Stedman's Narrative was published by Joseph Johnson, a radical figure who received criticism for the types of books he sold. In the 1790s, more than 50 percent of them were political, including Stedman's Narrative. The books he published supported the rights of slaves, Jews, women, prisoners and other oppressed peoples around the world. Johnson was an active member of the Society for Constitutional Information, an organization attempting to reform Parliament. He was condemned for the support and publication of writers who voiced liberal opinions, such as Mary Wollstonecraft, Benjamin Franklin and Thomas Paine.
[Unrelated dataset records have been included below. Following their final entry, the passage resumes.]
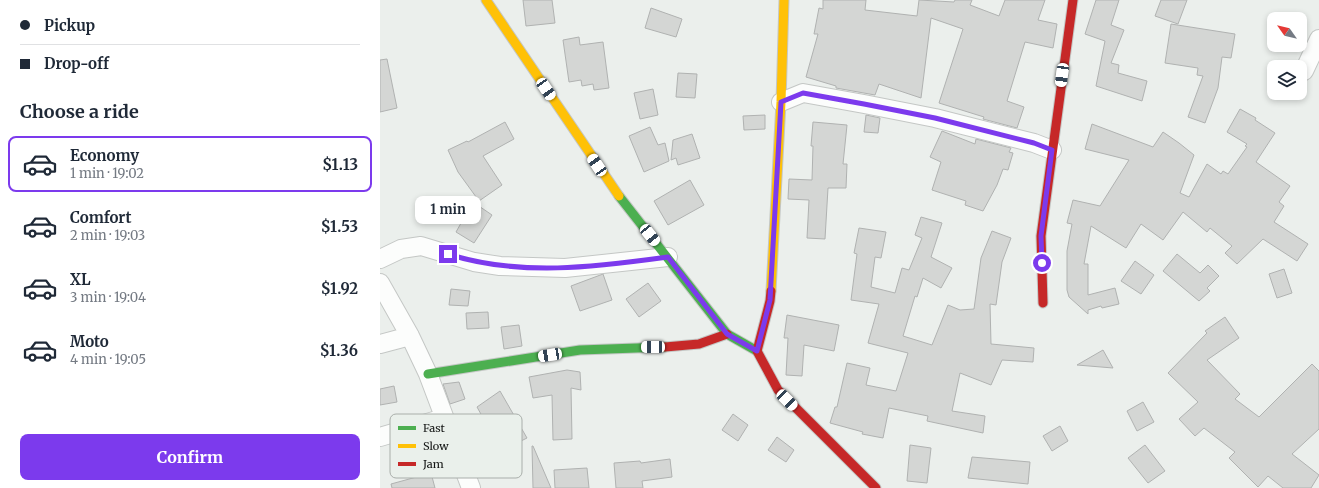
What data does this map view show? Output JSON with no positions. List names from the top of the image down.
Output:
{
  "legend": ["Fast", "Slow", "Jam"],
  "north": "top left",
  "page": {
    "banner": ["Pickup", "Drop-off"],
    "heading": "Choose a ride",
    "list": [
      {
        "name": "Economy",
        "note": "1 min · 19:02",
        "value": "$1.13"
      },
      {
        "name": "Comfort",
        "note": "2 min · 19:03",
        "value": "$1.53"
      },
      {
        "name": "XL",
        "note": "3 min · 19:04",
        "value": "$1.92"
      },
      {
        "name": "Moto",
        "note": "4 min · 19:05",
        "value": "$1.36"
      }
    ],
    "bubble": "1 min",
    "buttons": "Confirm"
  }
}
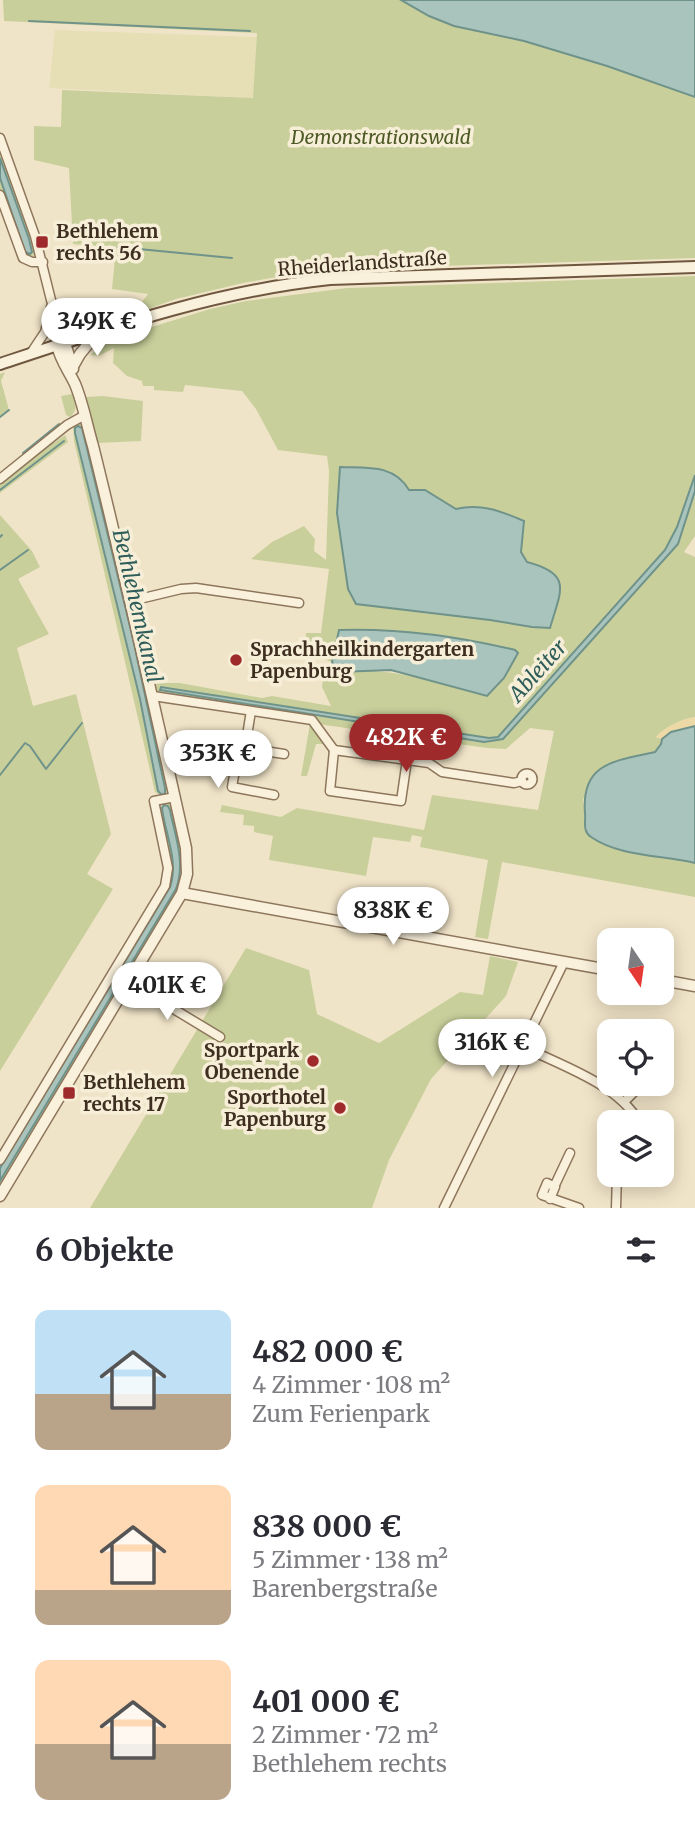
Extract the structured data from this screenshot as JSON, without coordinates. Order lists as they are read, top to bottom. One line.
{"streets":{"main road":["Rheiderlandstraße"]},"water":["Bethlehemkanal","Ableiter"],"parks":["Demonstrationswald"],"places":{"transit":["Bethlehem rechts 56","Bethlehem rechts 17"],"other":["Sprachheilkindergarten Papenburg","Sportpark Obenende","Sporthotel Papenburg"]},"north":"bottom","page":{"price":["349K €","482K €","353K €","838K €","401K €","316K €"],"heading":"6 Objekte","list":[{"name":"482 000 €","note":"4 Zimmer · 108 m² · Zum Ferienpark"},{"name":"838 000 €","note":"5 Zimmer · 138 m² · Barenbergstraße"},{"name":"401 000 €","note":"2 Zimmer · 72 m² · Bethlehem rechts"}]}}
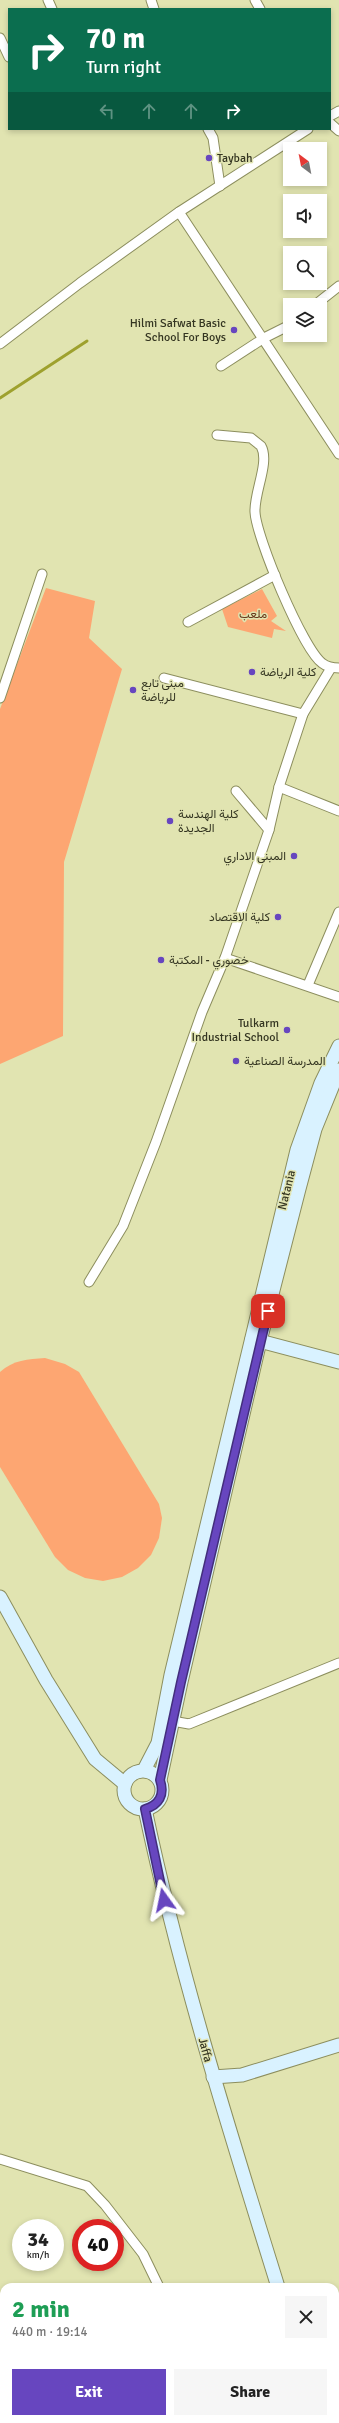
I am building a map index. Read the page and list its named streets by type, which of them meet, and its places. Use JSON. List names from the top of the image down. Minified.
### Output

Stedman's Narrative became a major literary success. It was translated into French, German, Dutch, Italian, and Swedish, and was eventually published in more than twenty-five different editions, including several abolitionist tracts focused on Joanna. Stedman was highly acclaimed for his insights on the slave trade and his Narrative was embraced by the abolitionist cause. Paradoxically, it also became the handbook for counter-insurgency tactics in the tropics.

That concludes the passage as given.